YOUR OBJECTIVE => Look in the material below for the line with "Map reading. Summarize" and the line with "Summarize the content of the street", then set down exactly those two lines and all lines between, nothing more.

━━━━━━━━━━━━━━━━━━━━━━━━━━━━━━

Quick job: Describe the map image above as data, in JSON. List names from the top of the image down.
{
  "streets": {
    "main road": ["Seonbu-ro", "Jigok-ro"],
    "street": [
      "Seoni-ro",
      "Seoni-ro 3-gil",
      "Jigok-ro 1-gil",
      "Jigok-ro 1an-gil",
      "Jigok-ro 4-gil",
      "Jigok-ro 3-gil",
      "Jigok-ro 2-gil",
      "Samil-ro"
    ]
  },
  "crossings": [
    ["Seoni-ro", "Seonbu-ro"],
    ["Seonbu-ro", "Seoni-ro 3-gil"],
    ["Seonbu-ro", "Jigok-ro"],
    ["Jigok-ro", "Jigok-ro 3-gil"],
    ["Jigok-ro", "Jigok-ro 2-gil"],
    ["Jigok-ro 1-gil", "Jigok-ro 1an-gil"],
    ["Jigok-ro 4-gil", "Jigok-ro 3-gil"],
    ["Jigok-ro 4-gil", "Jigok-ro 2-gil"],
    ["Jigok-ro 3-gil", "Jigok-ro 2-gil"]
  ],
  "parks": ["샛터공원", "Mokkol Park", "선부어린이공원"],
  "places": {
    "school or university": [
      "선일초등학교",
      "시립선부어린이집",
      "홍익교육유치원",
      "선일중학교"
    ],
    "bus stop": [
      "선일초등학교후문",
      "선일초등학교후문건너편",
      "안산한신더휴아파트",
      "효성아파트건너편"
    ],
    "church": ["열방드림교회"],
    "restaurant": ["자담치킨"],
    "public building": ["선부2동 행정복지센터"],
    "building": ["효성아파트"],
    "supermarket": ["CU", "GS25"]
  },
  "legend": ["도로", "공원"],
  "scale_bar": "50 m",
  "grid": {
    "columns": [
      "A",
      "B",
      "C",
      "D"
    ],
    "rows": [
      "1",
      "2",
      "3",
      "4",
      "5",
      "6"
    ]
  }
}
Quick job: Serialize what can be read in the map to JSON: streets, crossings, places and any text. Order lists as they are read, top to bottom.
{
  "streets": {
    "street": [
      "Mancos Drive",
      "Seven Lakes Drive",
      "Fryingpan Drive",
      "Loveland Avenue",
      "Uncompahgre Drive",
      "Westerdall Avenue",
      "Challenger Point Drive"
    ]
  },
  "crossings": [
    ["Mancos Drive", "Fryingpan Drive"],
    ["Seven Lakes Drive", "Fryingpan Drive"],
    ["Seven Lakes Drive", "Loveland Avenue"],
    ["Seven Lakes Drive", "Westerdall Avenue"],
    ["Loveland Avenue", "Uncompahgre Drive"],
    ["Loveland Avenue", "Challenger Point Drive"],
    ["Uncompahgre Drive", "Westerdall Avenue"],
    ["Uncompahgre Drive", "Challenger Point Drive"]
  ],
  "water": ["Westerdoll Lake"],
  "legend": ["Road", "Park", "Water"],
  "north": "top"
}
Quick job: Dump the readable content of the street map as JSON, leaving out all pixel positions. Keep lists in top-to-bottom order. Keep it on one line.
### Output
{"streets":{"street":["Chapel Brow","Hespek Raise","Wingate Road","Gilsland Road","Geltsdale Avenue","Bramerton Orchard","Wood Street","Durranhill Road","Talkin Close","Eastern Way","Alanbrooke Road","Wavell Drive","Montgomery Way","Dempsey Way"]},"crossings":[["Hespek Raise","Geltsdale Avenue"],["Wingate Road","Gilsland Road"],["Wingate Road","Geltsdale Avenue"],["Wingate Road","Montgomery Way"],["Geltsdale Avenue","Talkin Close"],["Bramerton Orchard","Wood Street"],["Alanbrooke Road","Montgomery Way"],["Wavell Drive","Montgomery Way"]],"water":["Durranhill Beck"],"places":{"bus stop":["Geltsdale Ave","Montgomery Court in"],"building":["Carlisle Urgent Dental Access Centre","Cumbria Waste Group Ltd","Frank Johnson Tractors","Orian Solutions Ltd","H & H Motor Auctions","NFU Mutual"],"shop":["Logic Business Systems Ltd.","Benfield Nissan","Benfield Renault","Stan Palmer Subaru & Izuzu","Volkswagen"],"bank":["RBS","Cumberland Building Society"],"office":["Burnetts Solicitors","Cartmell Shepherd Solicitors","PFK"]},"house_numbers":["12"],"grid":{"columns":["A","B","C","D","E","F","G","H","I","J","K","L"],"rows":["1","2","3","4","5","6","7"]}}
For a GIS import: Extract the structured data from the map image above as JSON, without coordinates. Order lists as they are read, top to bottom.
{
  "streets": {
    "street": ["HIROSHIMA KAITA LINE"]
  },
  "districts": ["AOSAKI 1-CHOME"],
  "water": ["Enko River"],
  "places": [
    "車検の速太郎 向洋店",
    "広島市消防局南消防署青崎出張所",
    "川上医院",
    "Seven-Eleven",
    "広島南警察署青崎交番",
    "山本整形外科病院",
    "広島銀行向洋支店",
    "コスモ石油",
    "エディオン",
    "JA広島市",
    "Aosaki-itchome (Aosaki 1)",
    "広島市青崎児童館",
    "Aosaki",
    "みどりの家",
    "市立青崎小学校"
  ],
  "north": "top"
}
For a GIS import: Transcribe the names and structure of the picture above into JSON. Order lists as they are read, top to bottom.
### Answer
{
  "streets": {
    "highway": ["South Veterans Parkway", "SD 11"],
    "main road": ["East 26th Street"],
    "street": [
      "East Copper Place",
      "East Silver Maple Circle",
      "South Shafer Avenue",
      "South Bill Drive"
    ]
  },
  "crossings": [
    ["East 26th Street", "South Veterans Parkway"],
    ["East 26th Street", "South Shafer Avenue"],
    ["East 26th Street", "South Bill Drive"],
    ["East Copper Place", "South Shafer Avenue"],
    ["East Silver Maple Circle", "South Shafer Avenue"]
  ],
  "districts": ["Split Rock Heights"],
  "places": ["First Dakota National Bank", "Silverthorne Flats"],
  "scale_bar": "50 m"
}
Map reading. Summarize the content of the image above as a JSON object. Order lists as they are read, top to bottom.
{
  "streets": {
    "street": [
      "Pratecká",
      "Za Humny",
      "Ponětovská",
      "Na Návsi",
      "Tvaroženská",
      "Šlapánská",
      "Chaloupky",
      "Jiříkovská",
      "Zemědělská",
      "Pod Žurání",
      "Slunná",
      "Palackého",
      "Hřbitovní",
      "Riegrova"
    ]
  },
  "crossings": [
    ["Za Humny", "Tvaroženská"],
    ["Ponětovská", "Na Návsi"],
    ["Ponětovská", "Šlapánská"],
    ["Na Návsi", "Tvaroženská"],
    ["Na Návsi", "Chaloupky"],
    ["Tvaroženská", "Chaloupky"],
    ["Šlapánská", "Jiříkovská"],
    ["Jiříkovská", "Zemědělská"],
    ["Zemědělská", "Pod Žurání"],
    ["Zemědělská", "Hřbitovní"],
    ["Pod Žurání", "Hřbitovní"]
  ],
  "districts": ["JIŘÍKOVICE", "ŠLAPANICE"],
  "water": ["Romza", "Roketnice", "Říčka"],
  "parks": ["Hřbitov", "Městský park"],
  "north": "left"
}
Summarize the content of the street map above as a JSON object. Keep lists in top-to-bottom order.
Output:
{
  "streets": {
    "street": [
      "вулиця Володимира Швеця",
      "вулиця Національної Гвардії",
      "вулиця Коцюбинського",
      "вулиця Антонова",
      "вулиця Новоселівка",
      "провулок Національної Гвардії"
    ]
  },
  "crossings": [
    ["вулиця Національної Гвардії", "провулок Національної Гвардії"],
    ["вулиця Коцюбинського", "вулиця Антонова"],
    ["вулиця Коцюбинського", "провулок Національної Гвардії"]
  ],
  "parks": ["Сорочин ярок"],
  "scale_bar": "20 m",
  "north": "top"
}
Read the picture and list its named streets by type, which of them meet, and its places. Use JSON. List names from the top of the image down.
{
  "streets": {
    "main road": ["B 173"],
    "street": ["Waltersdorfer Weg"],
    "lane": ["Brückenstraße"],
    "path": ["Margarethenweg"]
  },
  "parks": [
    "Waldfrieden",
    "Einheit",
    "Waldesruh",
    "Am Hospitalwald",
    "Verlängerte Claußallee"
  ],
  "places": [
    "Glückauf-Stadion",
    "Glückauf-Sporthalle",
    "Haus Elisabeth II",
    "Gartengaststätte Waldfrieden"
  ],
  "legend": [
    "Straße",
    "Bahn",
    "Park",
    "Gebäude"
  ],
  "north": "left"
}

━━━━━━━━━━━━━━━━━━━━━━━━━━━━━━

RESPONSE TO THIS EXERCISE =>
Map reading. Summarize the content of the image above as a JSON object. Order lists as they are read, top to bottom.
{
  "streets": {
    "street": [
      "Pratecká",
      "Za Humny",
      "Ponětovská",
      "Na Návsi",
      "Tvaroženská",
      "Šlapánská",
      "Chaloupky",
      "Jiříkovská",
      "Zemědělská",
      "Pod Žurání",
      "Slunná",
      "Palackého",
      "Hřbitovní",
      "Riegrova"
    ]
  },
  "crossings": [
    ["Za Humny", "Tvaroženská"],
    ["Ponětovská", "Na Návsi"],
    ["Ponětovská", "Šlapánská"],
    ["Na Návsi", "Tvaroženská"],
    ["Na Návsi", "Chaloupky"],
    ["Tvaroženská", "Chaloupky"],
    ["Šlapánská", "Jiříkovská"],
    ["Jiříkovská", "Zemědělská"],
    ["Zemědělská", "Pod Žurání"],
    ["Zemědělská", "Hřbitovní"],
    ["Pod Žurání", "Hřbitovní"]
  ],
  "districts": ["JIŘÍKOVICE", "ŠLAPANICE"],
  "water": ["Romza", "Roketnice", "Říčka"],
  "parks": ["Hřbitov", "Městský park"],
  "north": "left"
}
Summarize the content of the street map above as a JSON object. Keep lists in top-to-bottom order.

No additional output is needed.